-- The data --
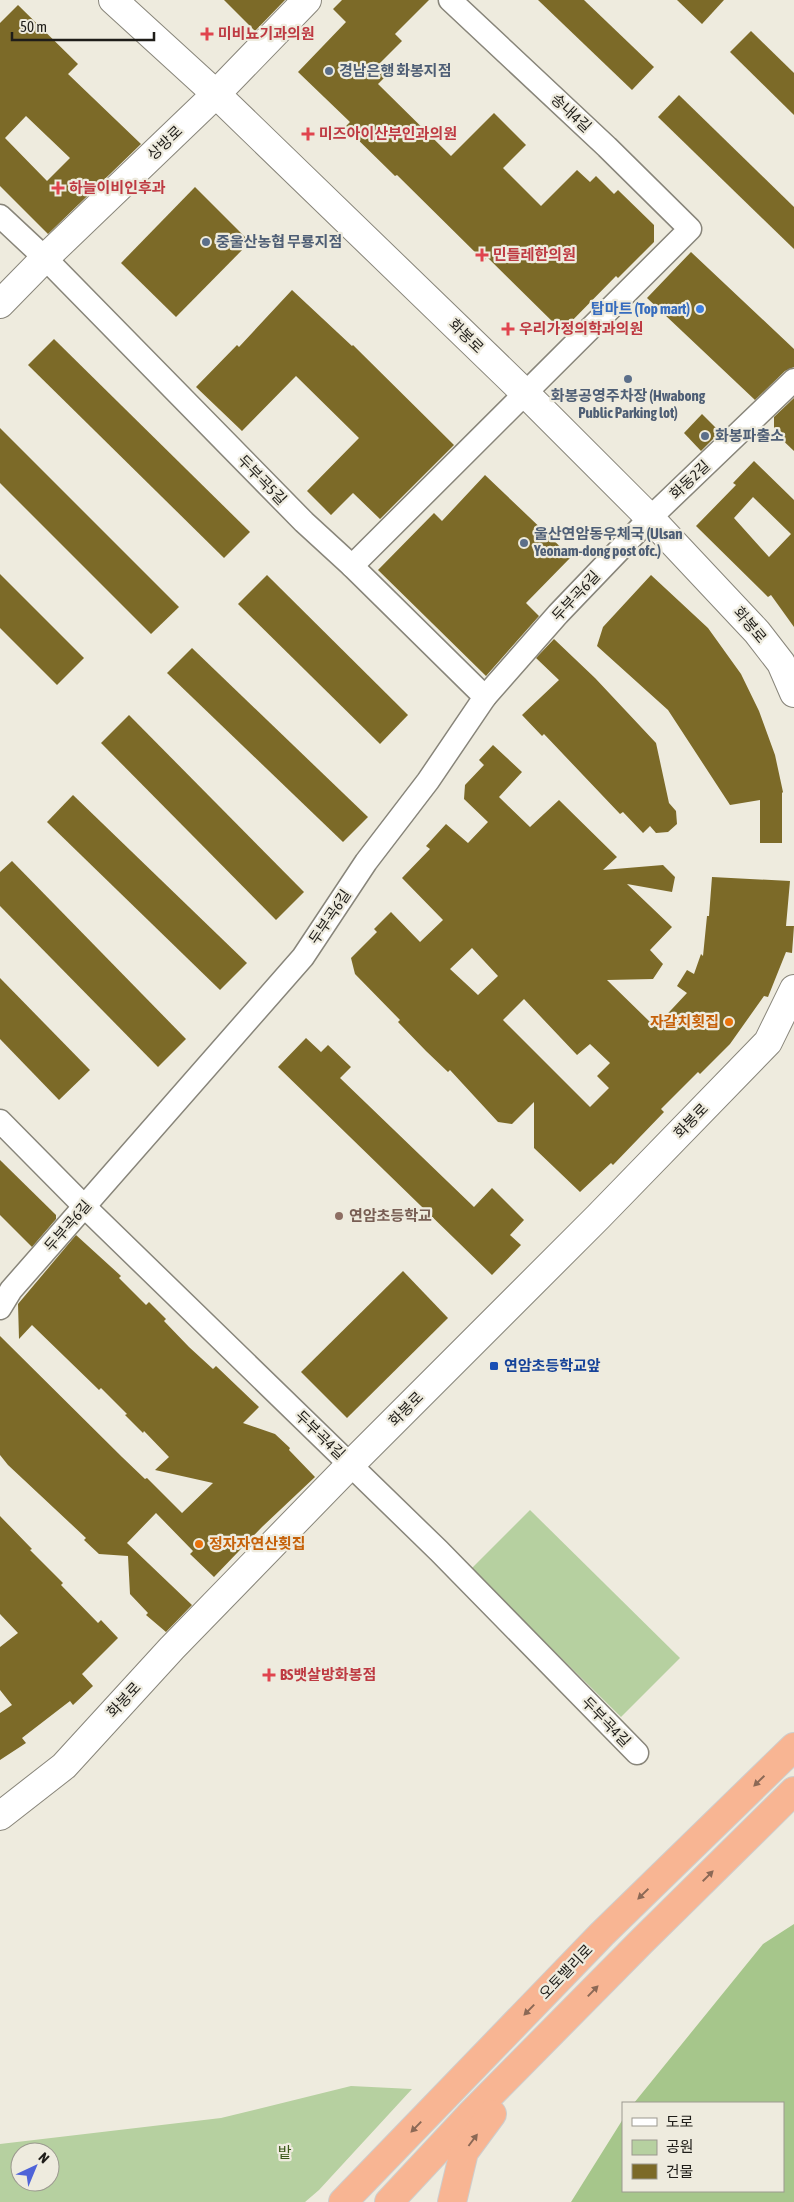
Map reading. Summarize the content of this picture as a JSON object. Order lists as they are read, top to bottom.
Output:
{
  "streets": {
    "highway": ["오토밸리로"],
    "street": [
      "송내4길",
      "상방로",
      "화봉로",
      "두부곡5길",
      "화동2길",
      "두부곡6길",
      "두부곡4길"
    ]
  },
  "crossings": [
    ["송내4길", "화봉로"],
    ["상방로", "화봉로"],
    ["상방로", "두부곡5길"],
    ["화봉로", "화동2길"],
    ["화봉로", "두부곡6길"],
    ["화봉로", "두부곡4길"],
    ["두부곡5길", "두부곡6길"],
    ["화동2길", "두부곡6길"],
    ["두부곡6길", "두부곡4길"]
  ],
  "parks": ["밭"],
  "places": {
    "health": [
      "미비뇨기과의원",
      "미즈아이산부인과의원",
      "하늘이비인후과",
      "민들레한의원",
      "우리가정의학과의원",
      "BS뱃살방화봉점"
    ],
    "other": [
      "경남은행 화봉지점",
      "중울산농협 무룡지점",
      "탑마트 (Top mart)",
      "화봉공영주차장 (Hwabong Public Parking lot)",
      "화봉파출소",
      "울산연암동우체국 (Ulsan Yeonam-dong post ofc.)",
      "자갈치횟집",
      "연암초등학교",
      "정자자연산횟집"
    ],
    "transit": ["연암초등학교앞"]
  },
  "legend": ["도로", "공원", "건물"],
  "scale_bar": "50 m",
  "north": "top right"
}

-- Prompt --
Nothing in the records should be changed in the copy, but the pictures must be left out.

-- Response to the task --
Map reading. Summarize the content of this picture as a JSON object. Order lists as they are read, top to bottom.
Output:
{
  "streets": {
    "highway": ["오토밸리로"],
    "street": [
      "송내4길",
      "상방로",
      "화봉로",
      "두부곡5길",
      "화동2길",
      "두부곡6길",
      "두부곡4길"
    ]
  },
  "crossings": [
    ["송내4길", "화봉로"],
    ["상방로", "화봉로"],
    ["상방로", "두부곡5길"],
    ["화봉로", "화동2길"],
    ["화봉로", "두부곡6길"],
    ["화봉로", "두부곡4길"],
    ["두부곡5길", "두부곡6길"],
    ["화동2길", "두부곡6길"],
    ["두부곡6길", "두부곡4길"]
  ],
  "parks": ["밭"],
  "places": {
    "health": [
      "미비뇨기과의원",
      "미즈아이산부인과의원",
      "하늘이비인후과",
      "민들레한의원",
      "우리가정의학과의원",
      "BS뱃살방화봉점"
    ],
    "other": [
      "경남은행 화봉지점",
      "중울산농협 무룡지점",
      "탑마트 (Top mart)",
      "화봉공영주차장 (Hwabong Public Parking lot)",
      "화봉파출소",
      "울산연암동우체국 (Ulsan Yeonam-dong post ofc.)",
      "자갈치횟집",
      "연암초등학교",
      "정자자연산횟집"
    ],
    "transit": ["연암초등학교앞"]
  },
  "legend": ["도로", "공원", "건물"],
  "scale_bar": "50 m",
  "north": "top right"
}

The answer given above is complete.